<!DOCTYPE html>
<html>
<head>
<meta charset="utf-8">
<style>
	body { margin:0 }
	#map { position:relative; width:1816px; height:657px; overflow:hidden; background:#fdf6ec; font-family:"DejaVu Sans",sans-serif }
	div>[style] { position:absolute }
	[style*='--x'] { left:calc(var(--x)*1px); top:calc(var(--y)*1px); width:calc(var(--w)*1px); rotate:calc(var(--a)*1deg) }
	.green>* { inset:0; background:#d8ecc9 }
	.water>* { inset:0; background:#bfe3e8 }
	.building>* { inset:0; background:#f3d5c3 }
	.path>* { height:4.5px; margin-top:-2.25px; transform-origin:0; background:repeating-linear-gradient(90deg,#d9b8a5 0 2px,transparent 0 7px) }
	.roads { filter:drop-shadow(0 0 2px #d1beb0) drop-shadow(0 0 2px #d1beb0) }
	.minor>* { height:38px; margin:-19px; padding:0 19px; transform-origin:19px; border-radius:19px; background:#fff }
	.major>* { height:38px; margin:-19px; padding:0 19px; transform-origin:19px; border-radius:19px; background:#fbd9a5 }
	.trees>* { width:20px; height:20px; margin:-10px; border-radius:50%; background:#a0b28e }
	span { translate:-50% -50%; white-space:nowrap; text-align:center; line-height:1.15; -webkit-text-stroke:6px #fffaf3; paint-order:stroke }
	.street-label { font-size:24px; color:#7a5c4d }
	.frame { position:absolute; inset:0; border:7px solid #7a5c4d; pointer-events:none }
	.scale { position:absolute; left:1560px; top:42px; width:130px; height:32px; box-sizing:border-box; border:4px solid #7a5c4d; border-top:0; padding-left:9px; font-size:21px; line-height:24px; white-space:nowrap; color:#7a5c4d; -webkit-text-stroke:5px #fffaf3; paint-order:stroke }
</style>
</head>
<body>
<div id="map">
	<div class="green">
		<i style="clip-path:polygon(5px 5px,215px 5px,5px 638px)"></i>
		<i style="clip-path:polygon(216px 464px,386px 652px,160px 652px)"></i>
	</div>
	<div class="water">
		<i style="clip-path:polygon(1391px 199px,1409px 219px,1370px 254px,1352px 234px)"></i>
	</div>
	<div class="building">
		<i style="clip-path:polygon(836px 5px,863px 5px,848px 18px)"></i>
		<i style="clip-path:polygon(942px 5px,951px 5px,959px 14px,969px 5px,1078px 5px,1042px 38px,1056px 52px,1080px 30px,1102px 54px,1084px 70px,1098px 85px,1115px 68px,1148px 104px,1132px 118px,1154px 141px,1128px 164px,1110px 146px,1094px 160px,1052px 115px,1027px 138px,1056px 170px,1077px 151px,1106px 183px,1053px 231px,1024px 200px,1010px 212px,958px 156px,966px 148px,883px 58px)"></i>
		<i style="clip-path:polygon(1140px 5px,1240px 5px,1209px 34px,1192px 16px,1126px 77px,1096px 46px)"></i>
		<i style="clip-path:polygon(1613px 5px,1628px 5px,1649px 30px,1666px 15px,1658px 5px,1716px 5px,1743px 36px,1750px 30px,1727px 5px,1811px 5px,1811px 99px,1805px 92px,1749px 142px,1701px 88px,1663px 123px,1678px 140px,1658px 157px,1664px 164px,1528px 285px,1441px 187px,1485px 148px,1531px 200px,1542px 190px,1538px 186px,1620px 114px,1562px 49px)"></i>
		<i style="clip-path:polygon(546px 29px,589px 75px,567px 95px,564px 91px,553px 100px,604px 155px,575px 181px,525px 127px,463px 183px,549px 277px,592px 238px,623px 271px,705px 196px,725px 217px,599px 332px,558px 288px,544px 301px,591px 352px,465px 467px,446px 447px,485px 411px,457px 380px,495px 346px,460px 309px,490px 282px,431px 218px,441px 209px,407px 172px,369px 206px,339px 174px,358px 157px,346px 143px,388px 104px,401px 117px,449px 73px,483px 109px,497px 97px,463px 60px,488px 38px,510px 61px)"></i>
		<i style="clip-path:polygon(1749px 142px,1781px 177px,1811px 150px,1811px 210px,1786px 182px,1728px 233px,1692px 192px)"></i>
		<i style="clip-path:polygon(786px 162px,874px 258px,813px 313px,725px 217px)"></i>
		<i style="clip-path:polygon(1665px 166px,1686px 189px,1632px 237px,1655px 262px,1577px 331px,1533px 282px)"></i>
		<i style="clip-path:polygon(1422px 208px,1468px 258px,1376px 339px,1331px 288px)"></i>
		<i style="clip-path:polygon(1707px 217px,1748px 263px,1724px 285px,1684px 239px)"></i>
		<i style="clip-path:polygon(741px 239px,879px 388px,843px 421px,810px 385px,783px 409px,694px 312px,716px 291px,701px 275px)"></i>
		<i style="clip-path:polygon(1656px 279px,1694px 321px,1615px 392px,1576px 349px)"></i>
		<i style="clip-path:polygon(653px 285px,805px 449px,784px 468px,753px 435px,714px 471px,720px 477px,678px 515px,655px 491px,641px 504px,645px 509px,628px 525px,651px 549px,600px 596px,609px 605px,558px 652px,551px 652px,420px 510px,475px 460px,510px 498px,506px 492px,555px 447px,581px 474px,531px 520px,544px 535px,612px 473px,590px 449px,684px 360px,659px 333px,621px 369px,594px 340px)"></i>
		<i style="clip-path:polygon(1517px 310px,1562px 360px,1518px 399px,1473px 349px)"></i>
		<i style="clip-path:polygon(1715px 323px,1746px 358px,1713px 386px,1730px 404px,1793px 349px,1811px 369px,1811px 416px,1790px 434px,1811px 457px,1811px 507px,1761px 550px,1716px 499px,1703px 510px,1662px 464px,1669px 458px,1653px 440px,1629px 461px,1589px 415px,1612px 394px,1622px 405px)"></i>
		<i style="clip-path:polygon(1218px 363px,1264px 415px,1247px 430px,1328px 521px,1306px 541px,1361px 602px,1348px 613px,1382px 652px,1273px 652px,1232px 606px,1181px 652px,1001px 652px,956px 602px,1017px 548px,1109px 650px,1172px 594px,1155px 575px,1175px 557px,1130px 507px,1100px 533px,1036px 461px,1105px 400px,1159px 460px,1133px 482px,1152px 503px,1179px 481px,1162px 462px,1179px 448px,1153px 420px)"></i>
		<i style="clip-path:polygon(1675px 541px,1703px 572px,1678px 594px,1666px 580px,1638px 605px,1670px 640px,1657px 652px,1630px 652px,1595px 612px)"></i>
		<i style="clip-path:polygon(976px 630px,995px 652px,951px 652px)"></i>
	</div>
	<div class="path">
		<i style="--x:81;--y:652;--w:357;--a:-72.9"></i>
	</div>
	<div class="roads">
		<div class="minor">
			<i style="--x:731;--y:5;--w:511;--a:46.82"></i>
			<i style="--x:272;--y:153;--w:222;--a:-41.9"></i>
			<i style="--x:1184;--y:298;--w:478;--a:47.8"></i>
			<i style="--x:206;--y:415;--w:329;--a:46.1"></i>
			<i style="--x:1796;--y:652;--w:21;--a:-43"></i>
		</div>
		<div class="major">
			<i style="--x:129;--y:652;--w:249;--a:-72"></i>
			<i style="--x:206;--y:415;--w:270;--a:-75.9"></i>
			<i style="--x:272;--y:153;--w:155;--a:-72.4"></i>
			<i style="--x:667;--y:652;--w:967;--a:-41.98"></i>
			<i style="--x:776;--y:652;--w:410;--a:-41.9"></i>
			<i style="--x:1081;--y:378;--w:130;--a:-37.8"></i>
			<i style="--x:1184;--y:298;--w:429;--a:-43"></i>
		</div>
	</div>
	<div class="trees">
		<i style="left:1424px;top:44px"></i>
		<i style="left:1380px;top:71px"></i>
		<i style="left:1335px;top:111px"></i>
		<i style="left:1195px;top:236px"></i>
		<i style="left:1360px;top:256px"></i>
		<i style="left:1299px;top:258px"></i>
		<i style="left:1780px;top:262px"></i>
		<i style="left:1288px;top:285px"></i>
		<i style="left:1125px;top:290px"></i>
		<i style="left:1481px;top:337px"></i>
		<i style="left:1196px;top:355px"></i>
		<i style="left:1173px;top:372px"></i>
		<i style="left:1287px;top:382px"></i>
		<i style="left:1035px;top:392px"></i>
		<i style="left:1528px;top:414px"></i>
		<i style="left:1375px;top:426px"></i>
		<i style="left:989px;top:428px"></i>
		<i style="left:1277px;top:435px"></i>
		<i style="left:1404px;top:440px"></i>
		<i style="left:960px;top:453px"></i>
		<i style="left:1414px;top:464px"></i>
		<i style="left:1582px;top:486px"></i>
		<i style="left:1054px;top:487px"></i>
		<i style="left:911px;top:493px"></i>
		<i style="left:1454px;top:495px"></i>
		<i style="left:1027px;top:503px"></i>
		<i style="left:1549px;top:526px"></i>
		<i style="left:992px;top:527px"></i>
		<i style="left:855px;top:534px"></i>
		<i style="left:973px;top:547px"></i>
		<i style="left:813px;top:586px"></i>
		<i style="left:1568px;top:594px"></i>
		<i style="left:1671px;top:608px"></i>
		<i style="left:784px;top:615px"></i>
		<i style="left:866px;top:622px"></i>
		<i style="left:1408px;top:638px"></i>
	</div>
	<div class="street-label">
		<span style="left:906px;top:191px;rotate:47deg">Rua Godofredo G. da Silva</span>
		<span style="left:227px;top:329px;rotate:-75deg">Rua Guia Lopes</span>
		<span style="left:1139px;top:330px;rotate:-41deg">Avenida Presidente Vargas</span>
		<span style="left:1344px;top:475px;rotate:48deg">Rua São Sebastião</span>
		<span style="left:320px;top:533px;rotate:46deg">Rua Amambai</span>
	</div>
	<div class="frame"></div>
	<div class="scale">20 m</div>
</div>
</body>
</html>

************

> **ASSIGNED TASK**:
The response must repeat exactly the lines from the top of the material through the line containing "translate:-50% -50%; white-space:nowrap;", both included, with no other output.

> **TASK RESULT**:
<!DOCTYPE html>
<html>
<head>
<meta charset="utf-8">
<style>
	body { margin:0 }
	#map { position:relative; width:1816px; height:657px; overflow:hidden; background:#fdf6ec; font-family:"DejaVu Sans",sans-serif }
	div>[style] { position:absolute }
	[style*='--x'] { left:calc(var(--x)*1px); top:calc(var(--y)*1px); width:calc(var(--w)*1px); rotate:calc(var(--a)*1deg) }
	.green>* { inset:0; background:#d8ecc9 }
	.water>* { inset:0; background:#bfe3e8 }
	.building>* { inset:0; background:#f3d5c3 }
	.path>* { height:4.5px; margin-top:-2.25px; transform-origin:0; background:repeating-linear-gradient(90deg,#d9b8a5 0 2px,transparent 0 7px) }
	.roads { filter:drop-shadow(0 0 2px #d1beb0) drop-shadow(0 0 2px #d1beb0) }
	.minor>* { height:38px; margin:-19px; padding:0 19px; transform-origin:19px; border-radius:19px; background:#fff }
	.major>* { height:38px; margin:-19px; padding:0 19px; transform-origin:19px; border-radius:19px; background:#fbd9a5 }
	.trees>* { width:20px; height:20px; margin:-10px; border-radius:50%; background:#a0b28e }
	span { translate:-50% -50%; white-space:nowrap; text-align:center; line-height:1.15; -webkit-text-stroke:6px #fffaf3; paint-order:stroke }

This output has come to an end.